==== SOURCE MATERIAL ====
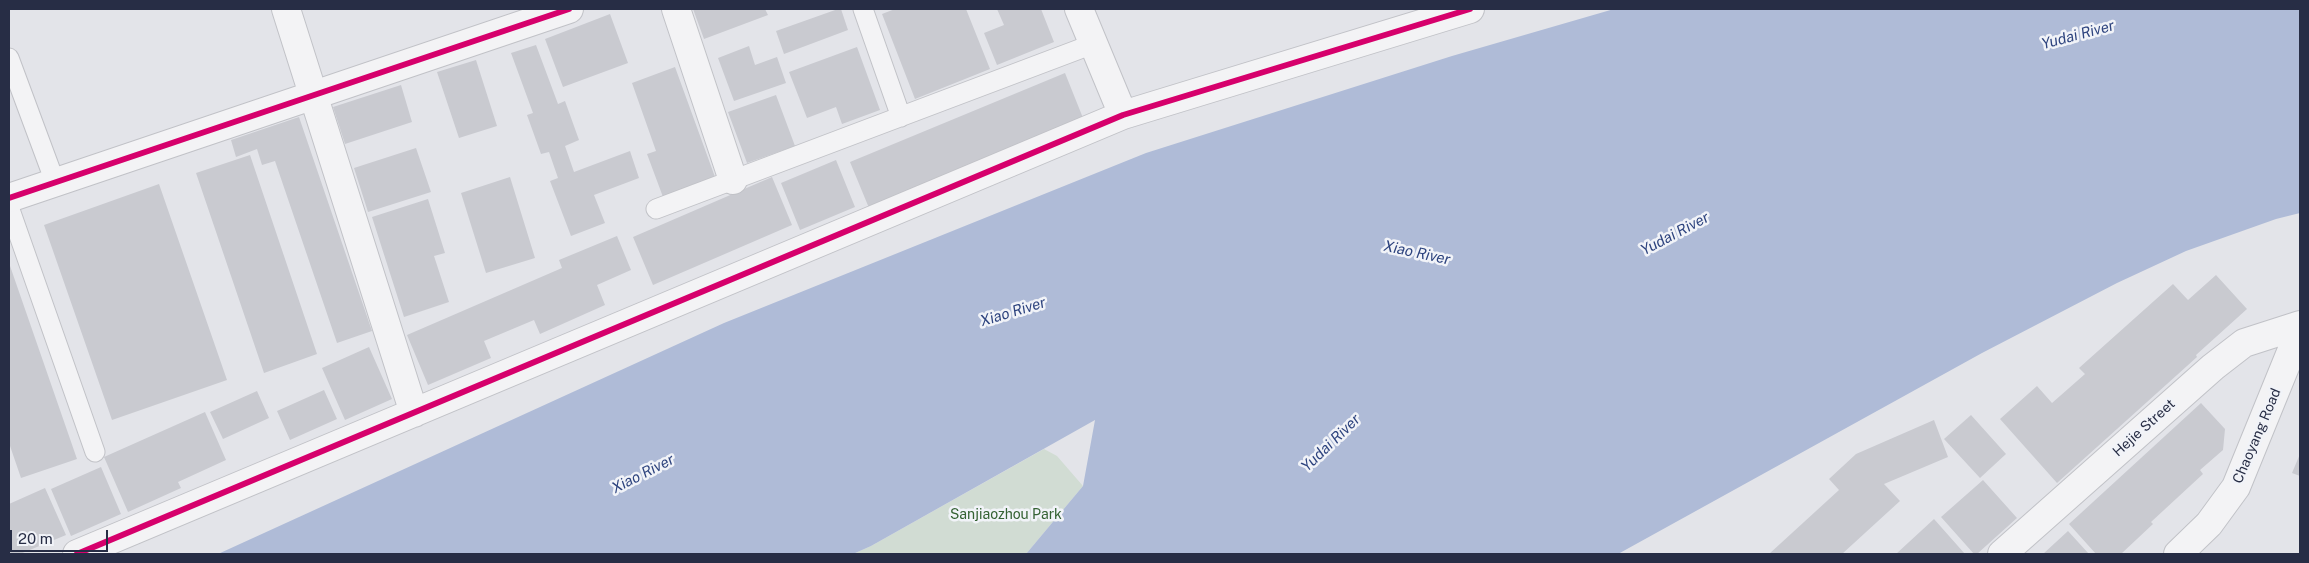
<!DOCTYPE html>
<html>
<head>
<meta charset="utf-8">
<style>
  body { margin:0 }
  #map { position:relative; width:2309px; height:563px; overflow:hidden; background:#e3e4e9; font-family:"Public Sans",sans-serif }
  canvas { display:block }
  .frame { position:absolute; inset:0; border:10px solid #272d45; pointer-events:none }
  .scale { position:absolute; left:10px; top:530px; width:98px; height:22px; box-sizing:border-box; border:2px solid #272d45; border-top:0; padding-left:6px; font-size:15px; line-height:18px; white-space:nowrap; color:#272d45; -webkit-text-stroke:4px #f1f3f8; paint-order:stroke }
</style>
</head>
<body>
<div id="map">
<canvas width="2309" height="563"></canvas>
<div class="frame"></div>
<div class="scale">20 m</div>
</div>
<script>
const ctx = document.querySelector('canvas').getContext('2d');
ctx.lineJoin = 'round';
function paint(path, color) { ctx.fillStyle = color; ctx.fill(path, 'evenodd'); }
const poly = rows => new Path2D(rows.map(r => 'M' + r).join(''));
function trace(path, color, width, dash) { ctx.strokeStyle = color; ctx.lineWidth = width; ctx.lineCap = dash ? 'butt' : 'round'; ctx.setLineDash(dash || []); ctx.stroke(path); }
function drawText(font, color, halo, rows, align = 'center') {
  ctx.font = font + ' "Public Sans",sans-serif'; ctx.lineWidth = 5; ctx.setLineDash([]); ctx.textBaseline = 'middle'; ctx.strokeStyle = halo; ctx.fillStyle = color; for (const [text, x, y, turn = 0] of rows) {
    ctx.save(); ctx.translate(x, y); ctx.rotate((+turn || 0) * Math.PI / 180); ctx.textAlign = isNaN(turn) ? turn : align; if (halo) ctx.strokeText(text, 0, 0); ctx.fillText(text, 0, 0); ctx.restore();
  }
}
const green = poly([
  [1044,449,1057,456,1083,486,1026,554,853,554,871,546]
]);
const water = poly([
  [1614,9,2300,9,2300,213,2276,219,2186,251,2117,283,1982,353,1618,554,1026,554,1083,486,1095,420,871,546,853,554,218,554,724,323,1146,153,1452,56]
]);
const building = poly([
  [693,9,765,9,768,15,704,39],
  [838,9,841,9,848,30,784,54,776,31],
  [895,9,966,9,990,69,915,99,882,14],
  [997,9,1041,9,1054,42,997,65,984,33,1004,25],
  [610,14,628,63,563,87,545,39],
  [536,45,558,104,565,101,579,140,565,146,574,172,630,151,639,178,594,195,605,223,571,236,550,181,558,178,549,152,541,154,527,115,533,113,511,53],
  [749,46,755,65,777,57,786,83,734,101,718,58],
  [857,47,880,110,842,124,836,107,807,118,789,72],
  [476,60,497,126,459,138,437,72],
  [675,67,715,177,663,197,647,154,656,151,632,83],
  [1065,73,1083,118,869,208,850,162],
  [401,85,412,122,345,144,333,107],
  [776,95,795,146,747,163,728,112],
  [299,117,372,331,337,343,275,161,262,165,257,149,236,157,231,140],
  [416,148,431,192,368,212,354,168],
  [250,155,317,354,264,373,196,173],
  [836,160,855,207,800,230,781,183],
  [510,177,535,258,486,273,461,193],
  [772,177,792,225,653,285,633,237],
  [159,184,227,380,112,420,44,225],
  [428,199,445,253,434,256,449,302,404,317,372,217],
  [617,236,631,270,597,285,605,305,540,334,534,320,484,341,491,358,428,385,407,335,562,268,559,260],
  [9,263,77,459,21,478,9,443],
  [2216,275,2247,309,2196,355,2197,357,2057,483,2000,419,2037,386,2052,403,2085,374,2079,368,2173,284,2188,300],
  [369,347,392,399,345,420,322,368],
  [324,390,337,419,290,440,277,411],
  [257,391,269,418,223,439,210,412],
  [2201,403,2225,429,2223,450,2200,470,2203,474,2151,522,2153,524,2121,554,2096,554,2069,524],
  [205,412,226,460,178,482,181,488,128,512,104,457],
  [1971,415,2006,454,1980,478,1944,439],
  [1934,420,1948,457,1884,484,1900,501,1842,554,1769,554,1839,490,1829,479,1856,454],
  [2300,454,2300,476,2292,473],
  [101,467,121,514,71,536,51,489],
  [1983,480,2017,518,1977,554,1974,554,1941,517],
  [45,488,66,535,20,554,9,554,9,504],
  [1934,519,1965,554,1896,554],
  [2068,531,2089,554,2043,554]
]);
const service = poly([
  [863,9,901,117],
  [9,58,55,182],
  [9,207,95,452],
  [656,209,1093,44]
]);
const minor = poly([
  [286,9,414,413],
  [676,9,733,180],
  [1079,9,1123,115],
  [9,198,569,9],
  [77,554,1123,115,1470,9],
  [2002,554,2213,367,2244,343,2300,325],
  [2178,554,2209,524,2236,487,2300,330]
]);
const cycleway = poly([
  [9,198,569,9],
  [77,554,1123,115,1470,9]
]);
const streetNames = [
  ["Hejie Street",2144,428,-42],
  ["Chaoyang Road",2257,436,-67]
];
const parkNames = [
  ["Sanjiaozhou Park",1006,515]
];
const waterNames = [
  ["Yudai River",2078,35,-15],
  ["Yudai River",1675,234,-28],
  ["Xiao River",1417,253,12],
  ["Xiao River",1013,312,-17],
  ["Yudai River",1331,443,-44],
  ["Xiao River",643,474,-27]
];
paint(green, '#d1dcd3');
paint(water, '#afbbd7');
paint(building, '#c9cad0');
trace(service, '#c1c2c7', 21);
trace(minor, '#c1c2c7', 30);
trace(service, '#f3f3f5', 19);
trace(minor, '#f3f3f5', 28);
trace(cycleway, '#d6006c', 6);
drawText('14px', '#272d45', '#f1f3f8', streetNames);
drawText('14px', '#346233', '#f1f3f8', parkNames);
drawText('italic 15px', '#2d437e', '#f1f3f8', waterNames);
</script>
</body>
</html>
====
- [REQUIRED WORK]: Copy down each line in the entries that has the word "function".

- [EXPECTED OUTPUT]:
function paint(path, color) { ctx.fillStyle = color; ctx.fill(path, 'evenodd'); }
function trace(path, color, width, dash) { ctx.strokeStyle = color; ctx.lineWidth = width; ctx.lineCap = dash ? 'butt' : 'round'; ctx.setLineDash(dash || []); ctx.stroke(path); }
function drawText(font, color, halo, rows, align = 'center') {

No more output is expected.